Jax met a wonderful woman (that is never, ever seen) during therapy, and they married and eventually birthed Jacqui “My dad thought I was going to be a boy, and he already bought a onesie that says ‘junior’ on it, so here we are” Briggs. He then came out of retirement decades later to hunt down Quan Chi, the evil wizard that really ruined his day for a few years, on behalf of the Special Forces. This, surprisingly enough, goes really well, and Jax is able to apprehend Quan Chi. Hooray! And then Scorpion kills Quan Chi for general revenge, so it wound up being all moot anyway. Sorry, Jax, better luck next time.
But there would be no better luck for Jax. After MK:X, Jax’s wife (apparently named Vera? Is this a Cheers joke? In the year 2019? Please, please let that be the reasoning) dies. This, naturally, depresses Jax something fierce, and he apparently becomes an old man sitting alone in his lounger crushing beer cans with his mechanical arms. So Jax winds up an easy target for the big bad of Mortal Kombat 11, and is recruited to the dark side with a promise of time travel fixing at least 30% of his problems. But Jax of MK2 (er… kinda?

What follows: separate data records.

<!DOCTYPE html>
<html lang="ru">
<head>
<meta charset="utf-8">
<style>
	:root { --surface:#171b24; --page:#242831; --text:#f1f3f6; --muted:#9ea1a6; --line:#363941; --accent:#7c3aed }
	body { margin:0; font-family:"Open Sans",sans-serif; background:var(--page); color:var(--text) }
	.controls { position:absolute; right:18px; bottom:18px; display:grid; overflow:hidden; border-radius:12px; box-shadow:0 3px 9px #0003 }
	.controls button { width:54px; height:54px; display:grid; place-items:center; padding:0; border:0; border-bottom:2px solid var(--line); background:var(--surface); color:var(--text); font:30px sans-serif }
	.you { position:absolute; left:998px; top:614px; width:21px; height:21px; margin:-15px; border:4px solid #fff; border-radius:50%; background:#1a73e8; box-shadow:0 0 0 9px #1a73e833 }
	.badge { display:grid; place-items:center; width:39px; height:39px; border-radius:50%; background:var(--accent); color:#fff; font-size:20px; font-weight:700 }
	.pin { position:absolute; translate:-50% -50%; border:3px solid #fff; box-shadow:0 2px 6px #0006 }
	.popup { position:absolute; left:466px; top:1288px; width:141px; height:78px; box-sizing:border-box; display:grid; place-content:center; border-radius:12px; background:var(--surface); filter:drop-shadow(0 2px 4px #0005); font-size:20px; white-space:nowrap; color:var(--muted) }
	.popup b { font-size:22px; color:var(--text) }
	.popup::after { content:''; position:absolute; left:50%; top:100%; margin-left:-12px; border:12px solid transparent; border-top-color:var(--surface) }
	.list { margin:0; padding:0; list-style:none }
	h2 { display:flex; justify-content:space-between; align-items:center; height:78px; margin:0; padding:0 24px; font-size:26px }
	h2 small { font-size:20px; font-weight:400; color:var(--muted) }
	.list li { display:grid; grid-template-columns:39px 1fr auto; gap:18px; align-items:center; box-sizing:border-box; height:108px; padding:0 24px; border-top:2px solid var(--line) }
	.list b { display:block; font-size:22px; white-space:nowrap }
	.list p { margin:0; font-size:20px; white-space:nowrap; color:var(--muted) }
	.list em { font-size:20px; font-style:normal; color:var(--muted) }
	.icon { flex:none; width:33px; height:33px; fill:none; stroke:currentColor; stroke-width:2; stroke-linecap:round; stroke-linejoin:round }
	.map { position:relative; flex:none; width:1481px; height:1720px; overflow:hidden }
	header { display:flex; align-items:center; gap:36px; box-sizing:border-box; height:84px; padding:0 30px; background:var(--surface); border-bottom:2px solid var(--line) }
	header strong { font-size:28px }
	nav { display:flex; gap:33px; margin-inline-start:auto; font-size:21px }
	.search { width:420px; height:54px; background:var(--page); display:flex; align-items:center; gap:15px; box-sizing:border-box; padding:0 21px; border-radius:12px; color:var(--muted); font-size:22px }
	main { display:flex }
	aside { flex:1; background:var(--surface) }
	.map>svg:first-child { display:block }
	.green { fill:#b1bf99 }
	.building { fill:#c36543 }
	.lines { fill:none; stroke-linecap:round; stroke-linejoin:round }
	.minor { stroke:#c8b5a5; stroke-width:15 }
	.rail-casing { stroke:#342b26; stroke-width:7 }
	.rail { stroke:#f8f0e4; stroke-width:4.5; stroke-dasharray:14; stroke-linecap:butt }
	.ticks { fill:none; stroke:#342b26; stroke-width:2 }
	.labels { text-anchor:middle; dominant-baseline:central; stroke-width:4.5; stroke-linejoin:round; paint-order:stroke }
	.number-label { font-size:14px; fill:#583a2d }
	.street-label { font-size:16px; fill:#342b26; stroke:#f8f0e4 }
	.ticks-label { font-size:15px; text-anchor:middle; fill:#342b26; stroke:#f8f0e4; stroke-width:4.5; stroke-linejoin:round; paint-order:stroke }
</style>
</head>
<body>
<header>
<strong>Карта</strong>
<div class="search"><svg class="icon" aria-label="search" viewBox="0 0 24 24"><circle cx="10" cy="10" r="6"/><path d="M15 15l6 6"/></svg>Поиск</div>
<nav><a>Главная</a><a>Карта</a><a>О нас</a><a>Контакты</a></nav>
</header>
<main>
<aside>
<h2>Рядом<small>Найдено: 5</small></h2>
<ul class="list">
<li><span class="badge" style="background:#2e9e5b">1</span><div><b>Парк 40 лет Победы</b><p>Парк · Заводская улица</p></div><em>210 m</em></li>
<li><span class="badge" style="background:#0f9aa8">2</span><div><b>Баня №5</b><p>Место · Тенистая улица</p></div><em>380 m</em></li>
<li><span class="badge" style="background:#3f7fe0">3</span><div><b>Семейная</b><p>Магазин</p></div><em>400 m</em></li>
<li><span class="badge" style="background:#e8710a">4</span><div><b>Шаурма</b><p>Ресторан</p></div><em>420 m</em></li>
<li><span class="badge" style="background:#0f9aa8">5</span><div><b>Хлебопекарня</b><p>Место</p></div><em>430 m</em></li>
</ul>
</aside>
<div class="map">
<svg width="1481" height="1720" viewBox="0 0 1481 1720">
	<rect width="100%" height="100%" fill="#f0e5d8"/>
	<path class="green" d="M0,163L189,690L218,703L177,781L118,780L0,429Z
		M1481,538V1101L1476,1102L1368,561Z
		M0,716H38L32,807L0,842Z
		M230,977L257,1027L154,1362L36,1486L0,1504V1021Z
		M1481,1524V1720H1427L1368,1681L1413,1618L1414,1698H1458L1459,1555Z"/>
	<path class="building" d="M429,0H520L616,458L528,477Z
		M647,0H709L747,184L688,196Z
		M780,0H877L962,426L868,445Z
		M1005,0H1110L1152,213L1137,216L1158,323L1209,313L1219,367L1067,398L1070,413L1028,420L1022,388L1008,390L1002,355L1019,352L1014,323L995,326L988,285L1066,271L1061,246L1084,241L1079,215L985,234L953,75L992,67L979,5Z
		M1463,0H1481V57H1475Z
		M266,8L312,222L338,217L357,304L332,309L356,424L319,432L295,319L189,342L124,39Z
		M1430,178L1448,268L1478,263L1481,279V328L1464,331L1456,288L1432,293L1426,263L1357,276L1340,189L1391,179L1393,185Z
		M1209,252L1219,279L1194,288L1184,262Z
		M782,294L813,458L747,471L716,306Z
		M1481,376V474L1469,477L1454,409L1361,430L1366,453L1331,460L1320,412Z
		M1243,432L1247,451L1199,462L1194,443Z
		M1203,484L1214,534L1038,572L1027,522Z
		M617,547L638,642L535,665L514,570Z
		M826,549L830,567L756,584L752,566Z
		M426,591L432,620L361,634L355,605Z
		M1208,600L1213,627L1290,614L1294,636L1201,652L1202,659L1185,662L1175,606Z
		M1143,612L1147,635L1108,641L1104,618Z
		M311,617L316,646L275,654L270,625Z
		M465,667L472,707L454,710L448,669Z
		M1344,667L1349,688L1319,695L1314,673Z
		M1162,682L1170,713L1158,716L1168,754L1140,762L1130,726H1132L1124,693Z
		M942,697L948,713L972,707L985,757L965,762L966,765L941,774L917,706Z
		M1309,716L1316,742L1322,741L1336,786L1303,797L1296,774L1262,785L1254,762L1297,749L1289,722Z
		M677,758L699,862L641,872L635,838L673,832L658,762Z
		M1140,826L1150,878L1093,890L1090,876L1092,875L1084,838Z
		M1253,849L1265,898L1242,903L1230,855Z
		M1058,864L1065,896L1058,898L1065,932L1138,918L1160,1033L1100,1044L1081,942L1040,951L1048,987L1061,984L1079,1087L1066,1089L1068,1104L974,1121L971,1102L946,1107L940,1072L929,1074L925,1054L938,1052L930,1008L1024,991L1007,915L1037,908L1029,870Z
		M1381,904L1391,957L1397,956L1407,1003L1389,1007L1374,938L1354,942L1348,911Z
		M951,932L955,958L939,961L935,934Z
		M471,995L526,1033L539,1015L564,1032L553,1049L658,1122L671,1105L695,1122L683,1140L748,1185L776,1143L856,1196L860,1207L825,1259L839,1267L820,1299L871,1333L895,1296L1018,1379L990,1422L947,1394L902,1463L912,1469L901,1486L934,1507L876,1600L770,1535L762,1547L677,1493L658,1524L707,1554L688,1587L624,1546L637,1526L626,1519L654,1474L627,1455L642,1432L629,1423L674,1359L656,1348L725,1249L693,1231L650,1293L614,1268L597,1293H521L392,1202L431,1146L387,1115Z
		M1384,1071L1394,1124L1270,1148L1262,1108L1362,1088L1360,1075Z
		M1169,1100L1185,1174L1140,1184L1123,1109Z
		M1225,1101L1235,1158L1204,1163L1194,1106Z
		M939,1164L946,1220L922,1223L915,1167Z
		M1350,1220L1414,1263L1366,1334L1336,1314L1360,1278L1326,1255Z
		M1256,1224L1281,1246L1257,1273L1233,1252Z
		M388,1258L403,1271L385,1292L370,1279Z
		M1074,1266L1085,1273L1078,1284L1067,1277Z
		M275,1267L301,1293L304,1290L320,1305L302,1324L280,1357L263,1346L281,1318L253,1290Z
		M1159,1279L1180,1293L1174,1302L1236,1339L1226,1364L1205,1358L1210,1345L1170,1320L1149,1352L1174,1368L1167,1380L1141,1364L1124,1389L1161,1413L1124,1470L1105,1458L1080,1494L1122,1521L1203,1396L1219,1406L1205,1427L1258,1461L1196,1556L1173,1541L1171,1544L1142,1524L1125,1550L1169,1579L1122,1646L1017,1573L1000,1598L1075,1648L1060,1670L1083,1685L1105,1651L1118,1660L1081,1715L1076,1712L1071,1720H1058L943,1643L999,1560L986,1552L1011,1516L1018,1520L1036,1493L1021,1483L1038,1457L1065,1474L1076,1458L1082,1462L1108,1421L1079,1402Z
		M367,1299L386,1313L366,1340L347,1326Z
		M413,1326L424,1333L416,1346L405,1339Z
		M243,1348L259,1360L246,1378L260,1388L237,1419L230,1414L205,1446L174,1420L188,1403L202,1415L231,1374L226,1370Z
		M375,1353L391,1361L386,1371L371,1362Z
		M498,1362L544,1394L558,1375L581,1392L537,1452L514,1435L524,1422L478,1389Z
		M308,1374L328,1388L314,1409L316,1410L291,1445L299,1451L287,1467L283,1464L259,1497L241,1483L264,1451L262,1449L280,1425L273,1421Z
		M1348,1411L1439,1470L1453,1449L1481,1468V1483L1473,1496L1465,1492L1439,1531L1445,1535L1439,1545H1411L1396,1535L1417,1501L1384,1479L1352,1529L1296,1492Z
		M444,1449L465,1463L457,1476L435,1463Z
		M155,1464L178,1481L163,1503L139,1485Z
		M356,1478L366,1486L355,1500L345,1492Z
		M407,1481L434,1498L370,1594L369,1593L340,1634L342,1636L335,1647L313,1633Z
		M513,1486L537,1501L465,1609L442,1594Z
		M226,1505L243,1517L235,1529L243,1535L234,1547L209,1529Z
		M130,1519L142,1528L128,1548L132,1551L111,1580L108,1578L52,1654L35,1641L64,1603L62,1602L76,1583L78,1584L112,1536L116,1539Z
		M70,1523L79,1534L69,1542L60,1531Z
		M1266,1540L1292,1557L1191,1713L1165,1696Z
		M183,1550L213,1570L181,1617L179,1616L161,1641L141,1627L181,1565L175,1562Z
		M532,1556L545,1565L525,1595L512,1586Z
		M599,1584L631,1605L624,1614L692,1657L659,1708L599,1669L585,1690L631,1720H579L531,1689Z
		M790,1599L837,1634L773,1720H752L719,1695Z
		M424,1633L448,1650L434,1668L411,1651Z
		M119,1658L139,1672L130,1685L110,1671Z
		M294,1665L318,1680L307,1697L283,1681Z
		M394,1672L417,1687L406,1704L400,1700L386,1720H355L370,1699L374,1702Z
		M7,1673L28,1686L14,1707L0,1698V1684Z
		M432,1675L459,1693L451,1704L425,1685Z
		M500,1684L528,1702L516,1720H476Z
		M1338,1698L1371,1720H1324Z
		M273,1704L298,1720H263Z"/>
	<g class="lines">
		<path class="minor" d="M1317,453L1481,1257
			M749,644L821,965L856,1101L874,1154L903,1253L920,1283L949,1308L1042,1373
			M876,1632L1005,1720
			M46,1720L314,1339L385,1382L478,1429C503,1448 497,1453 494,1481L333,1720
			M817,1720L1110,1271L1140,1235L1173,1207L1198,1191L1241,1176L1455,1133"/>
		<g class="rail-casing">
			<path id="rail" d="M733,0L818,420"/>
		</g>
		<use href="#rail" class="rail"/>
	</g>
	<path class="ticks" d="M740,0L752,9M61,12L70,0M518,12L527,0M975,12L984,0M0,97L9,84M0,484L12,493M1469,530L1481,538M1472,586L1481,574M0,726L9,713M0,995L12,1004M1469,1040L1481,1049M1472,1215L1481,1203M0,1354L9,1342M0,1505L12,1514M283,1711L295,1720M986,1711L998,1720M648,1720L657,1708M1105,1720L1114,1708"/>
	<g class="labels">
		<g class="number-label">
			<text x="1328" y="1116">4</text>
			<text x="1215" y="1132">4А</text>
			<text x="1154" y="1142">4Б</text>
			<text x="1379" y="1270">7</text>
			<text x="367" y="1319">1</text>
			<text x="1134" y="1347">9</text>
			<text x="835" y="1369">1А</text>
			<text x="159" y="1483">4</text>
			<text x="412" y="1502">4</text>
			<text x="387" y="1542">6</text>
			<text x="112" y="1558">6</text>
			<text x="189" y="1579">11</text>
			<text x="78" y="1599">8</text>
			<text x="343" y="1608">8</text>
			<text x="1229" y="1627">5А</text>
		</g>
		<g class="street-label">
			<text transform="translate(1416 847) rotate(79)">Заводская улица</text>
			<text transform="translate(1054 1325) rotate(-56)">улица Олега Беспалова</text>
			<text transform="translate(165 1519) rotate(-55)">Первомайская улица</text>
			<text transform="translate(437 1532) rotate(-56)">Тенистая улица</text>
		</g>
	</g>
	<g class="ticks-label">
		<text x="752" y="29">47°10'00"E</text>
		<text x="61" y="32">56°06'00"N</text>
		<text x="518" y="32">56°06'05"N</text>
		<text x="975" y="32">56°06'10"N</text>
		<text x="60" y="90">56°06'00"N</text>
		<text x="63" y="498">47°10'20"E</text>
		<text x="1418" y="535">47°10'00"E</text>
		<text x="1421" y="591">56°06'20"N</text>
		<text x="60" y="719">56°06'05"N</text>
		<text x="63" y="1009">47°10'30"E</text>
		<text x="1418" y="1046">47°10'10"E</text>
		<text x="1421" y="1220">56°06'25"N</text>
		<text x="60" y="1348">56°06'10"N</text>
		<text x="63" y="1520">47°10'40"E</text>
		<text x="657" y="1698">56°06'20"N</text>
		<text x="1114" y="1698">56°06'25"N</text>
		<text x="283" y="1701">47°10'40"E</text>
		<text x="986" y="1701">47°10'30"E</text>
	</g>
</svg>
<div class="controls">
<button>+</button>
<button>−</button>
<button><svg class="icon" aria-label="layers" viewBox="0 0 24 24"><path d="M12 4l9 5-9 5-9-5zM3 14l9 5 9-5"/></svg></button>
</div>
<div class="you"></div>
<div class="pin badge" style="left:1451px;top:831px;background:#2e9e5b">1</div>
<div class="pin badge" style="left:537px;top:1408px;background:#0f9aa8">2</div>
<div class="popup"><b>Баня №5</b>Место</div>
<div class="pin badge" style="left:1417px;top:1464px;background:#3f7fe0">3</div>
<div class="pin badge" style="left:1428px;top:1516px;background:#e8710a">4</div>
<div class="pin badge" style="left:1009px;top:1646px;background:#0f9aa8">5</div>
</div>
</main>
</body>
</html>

Jax is supposed to get metal arms in MK3r, and he has them here, but Kung Lao is alive, and he dies at the end of M2r, so it’s assumed this group is from MK2, and… oh, I’ve just gone cross eyed) pops in, and aids his daughter on Team Good Guy. This comes to a head when Young Jax fights Old Jax, with Young Jax displaying the optimism of a man that has only lost both of his arms, and not the nihilism of an old man that was once responsible for the worst thing on the Playstation. Young Jax wins the fight, but loses the war (it’s easier to beat an old, depressed man than a pair of gods), and Old Jax continues to work with the baddies until Raiden reveals the crucial bit of information that the evil goddess that is attempting to destroy all of time doesn’t really care about Jax.
And then Jax won Mortal Kombat 11, and ended all slavery and racism forever. Really turned it all around at the end, big guy!